All funds coming into the custody of the public fiduciary shall be deposited in the county treasury and disbursed at the direction of the public fiduciary or shall be deposited or invested in one or more insured banks or in one or more insured credit unions authorized to do business in the county.
A.R.S. § 14-5603(A)If no insured financial institution operates within the county, the public fiduciary can deposit funds at any insured institution in the state. Withdrawals happen only at the direction of the public fiduciary. This provides a layer of accountability.
Investment Plans Require Court Approval
The public fiduciary has the authority to establish or continue an investment plan for a ward. This is not a blank check. Three conditions must be met. First, the court must approve the plan. Second, the plan must follow the same standard of care imposed on trustees under A.R.S. 14-10804 and 14-10806. Third, the court may require a surety bond to protect the assets.
The public fiduciary may establish or continue an estate or investment plan of the public fiduciary's ward if all of the following apply: 1. The public fiduciary receives the approval of the court for the plan. 2. The plan is consistent with the standard of care imposed on trustees in sections 14-10804 and 14-10806.

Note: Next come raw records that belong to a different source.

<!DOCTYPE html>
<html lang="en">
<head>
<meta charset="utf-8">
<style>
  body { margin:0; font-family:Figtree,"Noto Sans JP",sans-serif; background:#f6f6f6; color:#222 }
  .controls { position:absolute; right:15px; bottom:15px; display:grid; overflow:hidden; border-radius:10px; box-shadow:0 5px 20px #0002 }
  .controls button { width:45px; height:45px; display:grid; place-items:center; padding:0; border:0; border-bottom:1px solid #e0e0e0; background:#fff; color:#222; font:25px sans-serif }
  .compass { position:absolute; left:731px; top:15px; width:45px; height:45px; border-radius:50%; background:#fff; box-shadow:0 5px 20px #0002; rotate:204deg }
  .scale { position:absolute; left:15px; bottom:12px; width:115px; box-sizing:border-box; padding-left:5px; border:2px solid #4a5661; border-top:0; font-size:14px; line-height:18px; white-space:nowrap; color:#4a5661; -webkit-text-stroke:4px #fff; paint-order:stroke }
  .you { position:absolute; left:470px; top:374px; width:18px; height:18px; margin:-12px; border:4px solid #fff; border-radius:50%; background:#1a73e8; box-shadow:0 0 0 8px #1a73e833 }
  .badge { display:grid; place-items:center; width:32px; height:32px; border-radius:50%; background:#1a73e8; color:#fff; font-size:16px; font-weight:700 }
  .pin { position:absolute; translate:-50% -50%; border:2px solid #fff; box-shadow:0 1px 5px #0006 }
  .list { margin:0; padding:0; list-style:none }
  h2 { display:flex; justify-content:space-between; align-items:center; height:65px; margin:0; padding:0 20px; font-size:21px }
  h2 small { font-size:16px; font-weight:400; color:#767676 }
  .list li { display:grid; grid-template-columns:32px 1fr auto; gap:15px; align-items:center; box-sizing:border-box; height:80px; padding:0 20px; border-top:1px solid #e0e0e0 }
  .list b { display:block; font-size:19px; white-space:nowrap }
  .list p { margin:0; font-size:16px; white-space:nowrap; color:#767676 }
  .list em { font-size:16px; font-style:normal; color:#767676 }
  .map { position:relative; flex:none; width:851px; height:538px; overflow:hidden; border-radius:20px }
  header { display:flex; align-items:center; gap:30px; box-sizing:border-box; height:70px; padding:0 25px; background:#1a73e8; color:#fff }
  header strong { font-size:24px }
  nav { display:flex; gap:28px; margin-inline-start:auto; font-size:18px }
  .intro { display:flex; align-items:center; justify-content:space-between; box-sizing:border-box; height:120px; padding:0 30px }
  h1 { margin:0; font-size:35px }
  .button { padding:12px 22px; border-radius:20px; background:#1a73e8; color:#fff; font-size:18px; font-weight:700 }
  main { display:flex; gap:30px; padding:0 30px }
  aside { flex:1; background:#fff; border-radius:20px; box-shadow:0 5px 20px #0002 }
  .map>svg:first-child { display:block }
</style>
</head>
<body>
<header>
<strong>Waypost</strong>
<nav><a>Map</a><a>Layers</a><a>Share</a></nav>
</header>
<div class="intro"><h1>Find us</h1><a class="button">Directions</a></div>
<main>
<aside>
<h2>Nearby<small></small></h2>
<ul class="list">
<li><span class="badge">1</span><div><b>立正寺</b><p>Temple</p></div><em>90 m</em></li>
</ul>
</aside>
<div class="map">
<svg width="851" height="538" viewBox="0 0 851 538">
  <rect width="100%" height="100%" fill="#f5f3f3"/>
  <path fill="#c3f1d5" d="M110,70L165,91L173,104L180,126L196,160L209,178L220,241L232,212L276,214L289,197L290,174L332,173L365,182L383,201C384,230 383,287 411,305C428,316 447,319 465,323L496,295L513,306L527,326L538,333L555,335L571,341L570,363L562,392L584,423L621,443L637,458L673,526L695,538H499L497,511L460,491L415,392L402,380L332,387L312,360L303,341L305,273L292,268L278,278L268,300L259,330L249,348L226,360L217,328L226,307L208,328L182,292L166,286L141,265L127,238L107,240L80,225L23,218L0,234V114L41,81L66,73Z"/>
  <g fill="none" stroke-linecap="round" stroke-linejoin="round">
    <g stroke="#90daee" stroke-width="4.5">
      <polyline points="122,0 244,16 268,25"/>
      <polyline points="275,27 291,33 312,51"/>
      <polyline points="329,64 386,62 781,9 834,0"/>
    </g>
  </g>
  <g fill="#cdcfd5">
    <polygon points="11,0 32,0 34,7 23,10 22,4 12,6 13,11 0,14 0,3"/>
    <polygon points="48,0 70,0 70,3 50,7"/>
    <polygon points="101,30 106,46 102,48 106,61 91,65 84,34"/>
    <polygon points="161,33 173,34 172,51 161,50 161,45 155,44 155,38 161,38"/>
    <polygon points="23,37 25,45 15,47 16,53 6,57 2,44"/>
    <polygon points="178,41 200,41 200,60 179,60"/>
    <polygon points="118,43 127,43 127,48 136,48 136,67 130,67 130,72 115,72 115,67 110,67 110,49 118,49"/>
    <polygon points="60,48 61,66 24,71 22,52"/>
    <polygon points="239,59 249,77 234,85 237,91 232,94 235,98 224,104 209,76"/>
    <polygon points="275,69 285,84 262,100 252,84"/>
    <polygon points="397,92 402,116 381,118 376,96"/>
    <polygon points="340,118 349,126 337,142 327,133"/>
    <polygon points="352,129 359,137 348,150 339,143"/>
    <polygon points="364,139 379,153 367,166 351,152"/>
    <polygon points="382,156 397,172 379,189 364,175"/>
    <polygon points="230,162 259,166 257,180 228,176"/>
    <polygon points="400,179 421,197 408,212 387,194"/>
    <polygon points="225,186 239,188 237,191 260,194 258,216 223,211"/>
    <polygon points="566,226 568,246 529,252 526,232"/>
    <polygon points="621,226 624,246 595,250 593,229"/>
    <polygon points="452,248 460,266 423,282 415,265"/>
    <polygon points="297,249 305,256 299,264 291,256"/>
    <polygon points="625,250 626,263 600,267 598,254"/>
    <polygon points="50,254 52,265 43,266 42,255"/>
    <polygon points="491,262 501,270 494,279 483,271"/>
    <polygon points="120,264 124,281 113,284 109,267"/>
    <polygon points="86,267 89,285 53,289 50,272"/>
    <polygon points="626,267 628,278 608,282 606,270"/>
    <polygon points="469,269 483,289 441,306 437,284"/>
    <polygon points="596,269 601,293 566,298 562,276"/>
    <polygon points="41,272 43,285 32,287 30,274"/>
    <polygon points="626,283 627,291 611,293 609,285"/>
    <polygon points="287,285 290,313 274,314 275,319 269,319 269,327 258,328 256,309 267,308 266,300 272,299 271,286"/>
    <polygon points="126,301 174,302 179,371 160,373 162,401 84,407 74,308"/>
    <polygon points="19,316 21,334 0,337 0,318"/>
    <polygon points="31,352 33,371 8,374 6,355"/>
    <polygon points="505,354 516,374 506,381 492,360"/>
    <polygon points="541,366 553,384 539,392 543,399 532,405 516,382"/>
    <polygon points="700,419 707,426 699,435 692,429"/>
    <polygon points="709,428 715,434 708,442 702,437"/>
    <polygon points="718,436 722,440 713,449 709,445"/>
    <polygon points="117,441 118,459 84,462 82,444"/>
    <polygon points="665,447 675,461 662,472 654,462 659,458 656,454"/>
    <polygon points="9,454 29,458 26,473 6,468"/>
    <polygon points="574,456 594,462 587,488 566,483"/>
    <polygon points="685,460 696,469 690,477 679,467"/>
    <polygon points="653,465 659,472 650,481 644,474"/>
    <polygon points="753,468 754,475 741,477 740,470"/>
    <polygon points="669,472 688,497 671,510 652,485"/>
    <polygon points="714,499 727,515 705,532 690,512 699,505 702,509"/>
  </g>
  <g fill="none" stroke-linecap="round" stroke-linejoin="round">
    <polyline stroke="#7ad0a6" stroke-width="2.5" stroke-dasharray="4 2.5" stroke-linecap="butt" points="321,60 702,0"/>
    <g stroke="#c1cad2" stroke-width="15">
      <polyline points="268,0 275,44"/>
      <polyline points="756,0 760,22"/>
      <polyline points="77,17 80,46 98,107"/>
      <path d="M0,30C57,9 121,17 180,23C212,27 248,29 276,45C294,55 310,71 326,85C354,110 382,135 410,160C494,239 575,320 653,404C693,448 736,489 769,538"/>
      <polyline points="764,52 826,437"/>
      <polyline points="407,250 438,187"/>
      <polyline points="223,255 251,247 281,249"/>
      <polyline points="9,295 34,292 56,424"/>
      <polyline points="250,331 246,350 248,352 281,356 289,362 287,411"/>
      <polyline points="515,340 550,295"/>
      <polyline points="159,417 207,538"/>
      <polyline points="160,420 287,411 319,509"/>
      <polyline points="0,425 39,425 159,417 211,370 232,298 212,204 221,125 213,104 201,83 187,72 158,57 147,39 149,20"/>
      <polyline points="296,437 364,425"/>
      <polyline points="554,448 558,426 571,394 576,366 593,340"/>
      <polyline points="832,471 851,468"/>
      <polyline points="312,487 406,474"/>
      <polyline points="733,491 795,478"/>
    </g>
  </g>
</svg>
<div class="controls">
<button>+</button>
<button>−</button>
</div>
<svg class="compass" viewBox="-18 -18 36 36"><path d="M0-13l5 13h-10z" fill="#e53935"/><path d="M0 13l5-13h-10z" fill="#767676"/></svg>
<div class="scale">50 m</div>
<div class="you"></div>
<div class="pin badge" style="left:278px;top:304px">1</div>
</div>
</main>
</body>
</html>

A.R.S. § 14-5603(B)What This Means for Families
These safeguards exist because the public fiduciary is managing money on behalf of someone who cannot protect their own interests. The deposit requirements ensure that estate funds are always held in insured, trackable accounts.
For families, this underscores the value of advance planning. A personal estate plan with a named trustee and clear investment instructions can achieve the same protections with more flexibility and less court involvement.
If a loved one's estate is managed by the public fiduciary, you can ask the court for information about where funds are deposited and whether an investment plan has been approved.